→ REQUIREMENT: Going through the data below, find how many lines include the word "stream", and reply with that number alone.
|---|
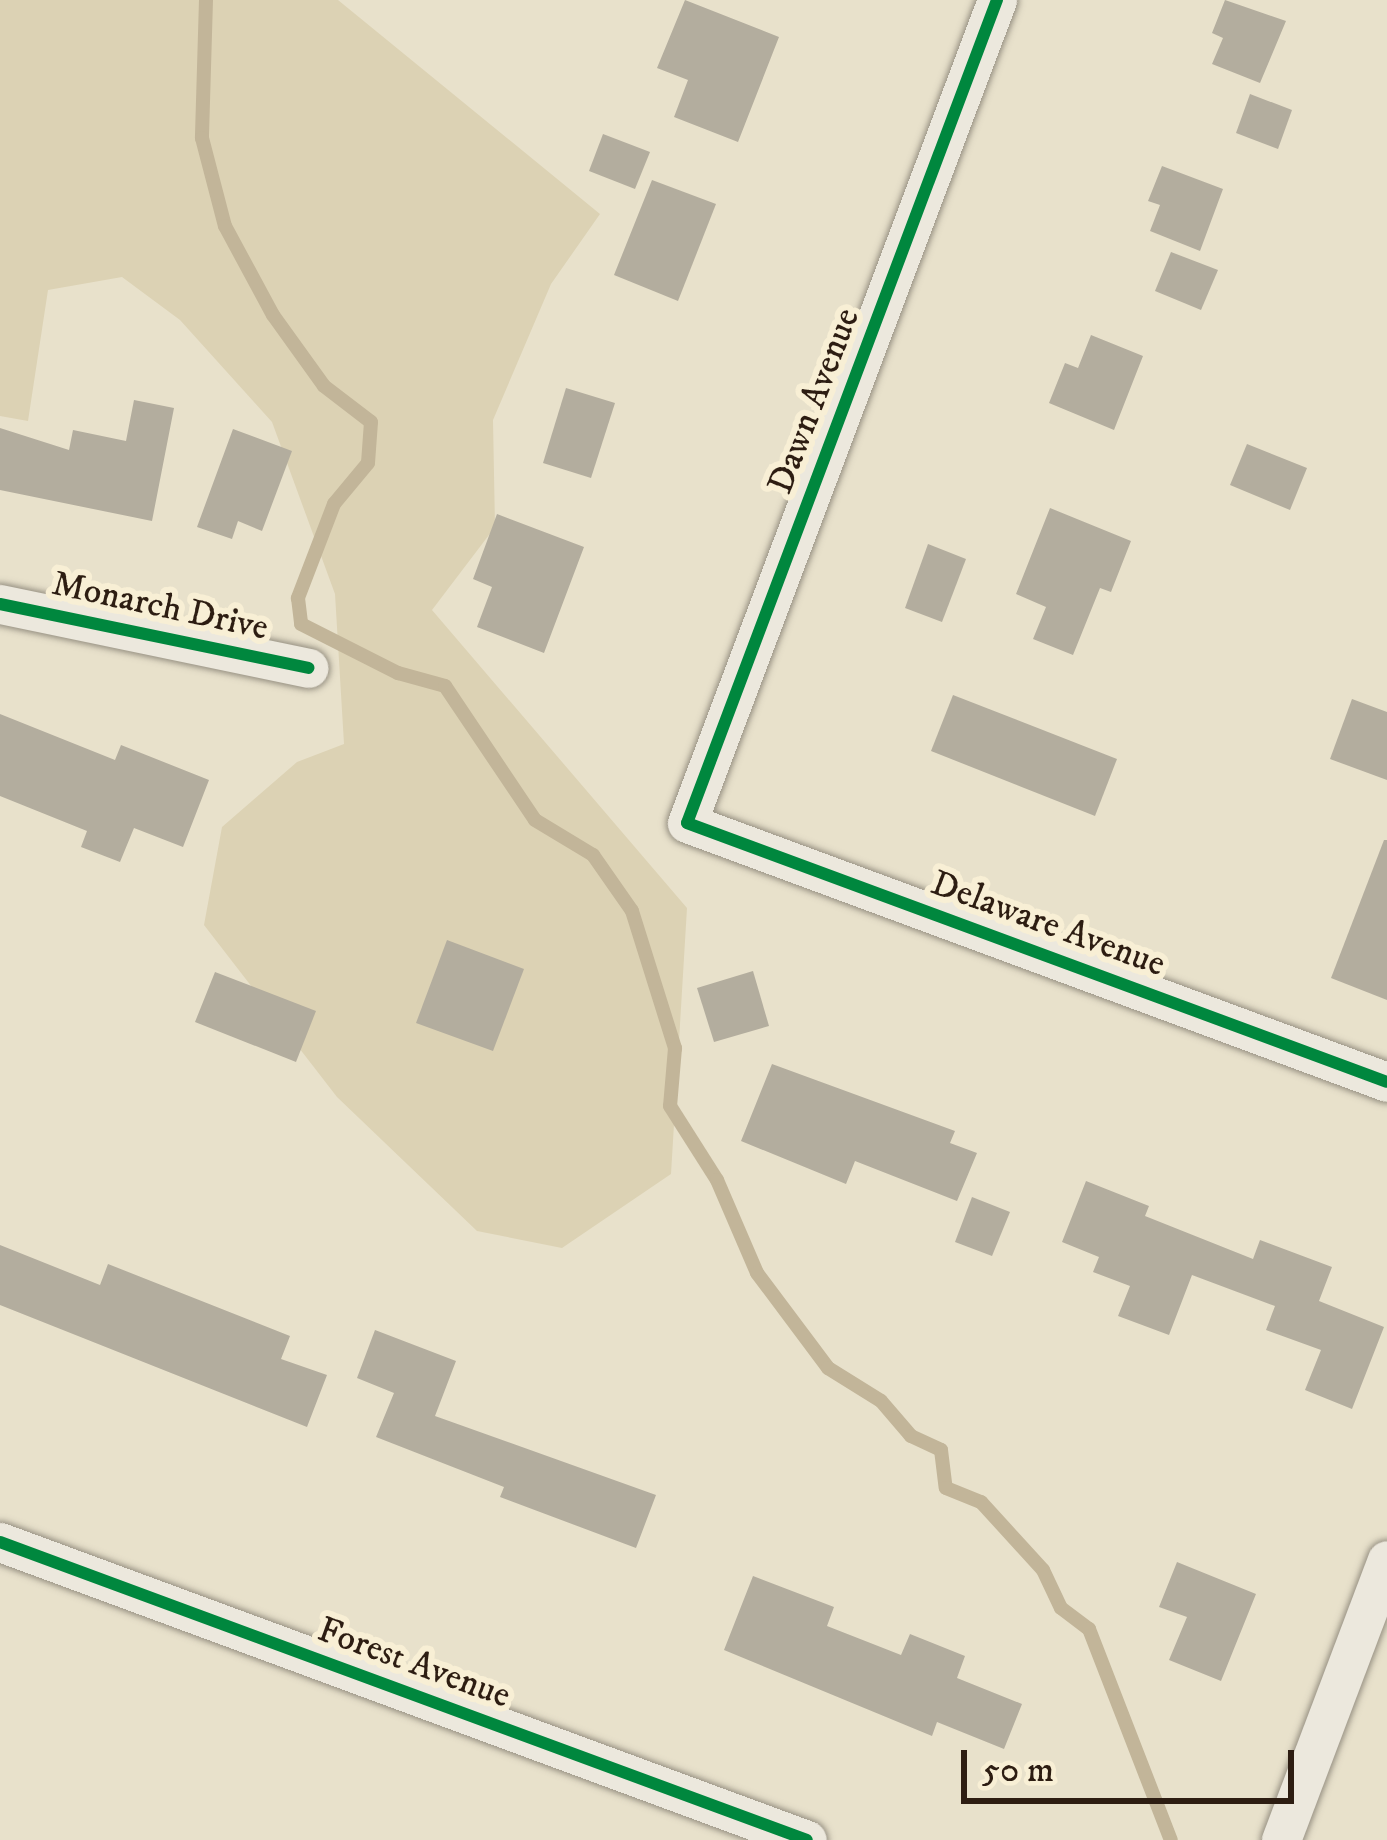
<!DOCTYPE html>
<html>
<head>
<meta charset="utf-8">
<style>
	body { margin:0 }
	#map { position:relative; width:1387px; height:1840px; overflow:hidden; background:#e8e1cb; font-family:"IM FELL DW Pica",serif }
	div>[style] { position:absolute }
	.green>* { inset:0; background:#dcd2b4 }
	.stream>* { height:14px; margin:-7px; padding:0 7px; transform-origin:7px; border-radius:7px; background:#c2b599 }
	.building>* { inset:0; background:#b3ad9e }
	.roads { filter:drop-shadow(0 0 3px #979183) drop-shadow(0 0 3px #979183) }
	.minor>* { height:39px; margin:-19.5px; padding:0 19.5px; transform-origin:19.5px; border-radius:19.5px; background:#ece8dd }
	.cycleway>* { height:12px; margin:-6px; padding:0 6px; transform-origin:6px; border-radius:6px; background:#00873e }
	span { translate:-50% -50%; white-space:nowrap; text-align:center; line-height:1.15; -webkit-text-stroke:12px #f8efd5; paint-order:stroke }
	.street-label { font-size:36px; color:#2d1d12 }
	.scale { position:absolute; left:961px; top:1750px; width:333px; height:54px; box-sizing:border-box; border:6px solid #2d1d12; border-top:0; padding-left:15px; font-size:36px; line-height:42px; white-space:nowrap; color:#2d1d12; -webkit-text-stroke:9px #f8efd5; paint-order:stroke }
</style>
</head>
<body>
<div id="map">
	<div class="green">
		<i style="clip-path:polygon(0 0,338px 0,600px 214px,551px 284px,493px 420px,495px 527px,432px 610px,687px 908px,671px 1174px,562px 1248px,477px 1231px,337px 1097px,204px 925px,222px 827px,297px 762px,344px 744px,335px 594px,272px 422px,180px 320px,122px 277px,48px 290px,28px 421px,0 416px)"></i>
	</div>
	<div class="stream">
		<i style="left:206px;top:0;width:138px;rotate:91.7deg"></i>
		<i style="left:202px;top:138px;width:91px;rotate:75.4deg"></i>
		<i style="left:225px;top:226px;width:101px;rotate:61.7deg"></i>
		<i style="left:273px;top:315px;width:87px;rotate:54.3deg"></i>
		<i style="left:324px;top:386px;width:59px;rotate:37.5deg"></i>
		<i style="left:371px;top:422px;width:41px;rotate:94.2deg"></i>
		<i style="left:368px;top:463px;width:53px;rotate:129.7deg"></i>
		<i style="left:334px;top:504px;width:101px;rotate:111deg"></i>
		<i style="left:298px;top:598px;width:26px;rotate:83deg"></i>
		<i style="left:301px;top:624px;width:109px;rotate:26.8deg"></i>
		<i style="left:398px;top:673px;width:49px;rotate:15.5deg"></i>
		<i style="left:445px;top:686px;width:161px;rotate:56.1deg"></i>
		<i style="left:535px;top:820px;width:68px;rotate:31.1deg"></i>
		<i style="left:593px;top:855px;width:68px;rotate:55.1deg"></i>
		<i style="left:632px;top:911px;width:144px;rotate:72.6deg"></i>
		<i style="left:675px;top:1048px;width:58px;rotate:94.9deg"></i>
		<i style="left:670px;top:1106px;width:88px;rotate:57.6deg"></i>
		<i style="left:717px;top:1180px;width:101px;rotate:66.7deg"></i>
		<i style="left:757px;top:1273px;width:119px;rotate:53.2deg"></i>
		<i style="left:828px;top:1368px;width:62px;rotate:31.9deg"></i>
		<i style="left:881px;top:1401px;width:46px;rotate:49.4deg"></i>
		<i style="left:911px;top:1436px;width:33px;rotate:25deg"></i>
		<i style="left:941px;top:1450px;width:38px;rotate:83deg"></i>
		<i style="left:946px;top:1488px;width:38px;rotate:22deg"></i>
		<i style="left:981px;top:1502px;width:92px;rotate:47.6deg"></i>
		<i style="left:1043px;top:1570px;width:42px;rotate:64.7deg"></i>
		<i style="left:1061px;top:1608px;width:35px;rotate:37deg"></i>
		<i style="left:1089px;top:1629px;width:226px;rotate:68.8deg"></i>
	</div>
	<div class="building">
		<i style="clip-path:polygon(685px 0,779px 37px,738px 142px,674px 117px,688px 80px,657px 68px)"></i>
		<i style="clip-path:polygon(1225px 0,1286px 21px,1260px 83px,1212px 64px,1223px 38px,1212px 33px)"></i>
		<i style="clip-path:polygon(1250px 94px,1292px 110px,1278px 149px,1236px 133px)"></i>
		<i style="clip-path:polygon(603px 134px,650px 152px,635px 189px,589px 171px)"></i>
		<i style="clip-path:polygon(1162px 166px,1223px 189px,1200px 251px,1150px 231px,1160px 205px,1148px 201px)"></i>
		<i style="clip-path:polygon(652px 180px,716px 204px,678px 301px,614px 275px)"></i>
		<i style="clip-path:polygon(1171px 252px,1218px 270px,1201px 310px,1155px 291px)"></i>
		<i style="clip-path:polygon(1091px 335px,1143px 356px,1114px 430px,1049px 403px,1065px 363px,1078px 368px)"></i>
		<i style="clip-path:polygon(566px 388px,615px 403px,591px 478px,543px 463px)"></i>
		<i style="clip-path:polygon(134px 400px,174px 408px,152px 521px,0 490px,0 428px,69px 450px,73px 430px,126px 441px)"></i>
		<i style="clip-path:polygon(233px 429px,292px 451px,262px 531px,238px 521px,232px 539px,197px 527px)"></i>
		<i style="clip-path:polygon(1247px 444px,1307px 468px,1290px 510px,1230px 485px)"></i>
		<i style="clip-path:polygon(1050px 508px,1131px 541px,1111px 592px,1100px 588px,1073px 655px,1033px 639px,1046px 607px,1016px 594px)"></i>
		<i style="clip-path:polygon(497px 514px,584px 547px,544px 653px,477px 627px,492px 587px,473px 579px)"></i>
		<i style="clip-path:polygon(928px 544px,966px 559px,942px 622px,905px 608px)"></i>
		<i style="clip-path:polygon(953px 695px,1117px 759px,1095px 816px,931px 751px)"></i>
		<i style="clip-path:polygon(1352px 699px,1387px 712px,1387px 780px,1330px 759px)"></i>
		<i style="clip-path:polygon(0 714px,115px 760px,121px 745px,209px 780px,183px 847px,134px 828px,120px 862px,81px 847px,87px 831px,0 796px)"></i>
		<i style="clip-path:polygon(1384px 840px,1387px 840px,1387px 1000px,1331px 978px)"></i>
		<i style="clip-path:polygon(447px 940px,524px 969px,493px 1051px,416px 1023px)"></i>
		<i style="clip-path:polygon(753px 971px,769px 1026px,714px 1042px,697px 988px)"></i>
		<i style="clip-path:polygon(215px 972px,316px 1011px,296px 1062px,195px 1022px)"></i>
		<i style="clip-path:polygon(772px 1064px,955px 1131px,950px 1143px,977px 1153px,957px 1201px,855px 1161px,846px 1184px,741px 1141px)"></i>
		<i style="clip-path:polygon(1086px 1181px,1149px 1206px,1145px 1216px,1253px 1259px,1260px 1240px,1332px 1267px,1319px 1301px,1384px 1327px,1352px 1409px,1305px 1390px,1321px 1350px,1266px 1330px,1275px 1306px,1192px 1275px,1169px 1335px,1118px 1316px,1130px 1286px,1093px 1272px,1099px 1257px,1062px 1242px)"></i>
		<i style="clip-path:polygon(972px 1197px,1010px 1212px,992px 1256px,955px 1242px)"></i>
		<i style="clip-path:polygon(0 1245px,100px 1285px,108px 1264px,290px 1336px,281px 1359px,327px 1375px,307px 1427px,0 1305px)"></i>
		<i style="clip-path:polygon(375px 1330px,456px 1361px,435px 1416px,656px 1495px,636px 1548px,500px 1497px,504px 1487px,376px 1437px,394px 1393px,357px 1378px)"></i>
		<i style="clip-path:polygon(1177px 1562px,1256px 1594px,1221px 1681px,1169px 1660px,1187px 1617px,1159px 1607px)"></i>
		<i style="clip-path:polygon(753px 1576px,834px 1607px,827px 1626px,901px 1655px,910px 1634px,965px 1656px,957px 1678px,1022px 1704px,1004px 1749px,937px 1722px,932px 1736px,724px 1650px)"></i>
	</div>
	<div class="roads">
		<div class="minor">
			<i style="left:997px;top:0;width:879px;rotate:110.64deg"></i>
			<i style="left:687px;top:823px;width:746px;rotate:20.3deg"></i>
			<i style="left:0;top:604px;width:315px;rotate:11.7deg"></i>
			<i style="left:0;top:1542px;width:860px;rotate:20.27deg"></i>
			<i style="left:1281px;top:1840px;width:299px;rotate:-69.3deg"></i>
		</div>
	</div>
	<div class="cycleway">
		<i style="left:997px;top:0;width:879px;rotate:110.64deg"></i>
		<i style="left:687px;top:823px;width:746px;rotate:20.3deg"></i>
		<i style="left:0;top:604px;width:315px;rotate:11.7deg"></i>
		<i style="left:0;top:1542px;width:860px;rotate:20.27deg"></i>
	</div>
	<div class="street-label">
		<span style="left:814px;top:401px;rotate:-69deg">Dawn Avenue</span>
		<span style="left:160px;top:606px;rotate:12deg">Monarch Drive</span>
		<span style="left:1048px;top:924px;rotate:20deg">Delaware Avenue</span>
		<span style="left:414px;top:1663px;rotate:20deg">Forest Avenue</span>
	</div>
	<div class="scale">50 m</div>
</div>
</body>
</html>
|---|
→ SOLUTION TO THE PROBLEM: 2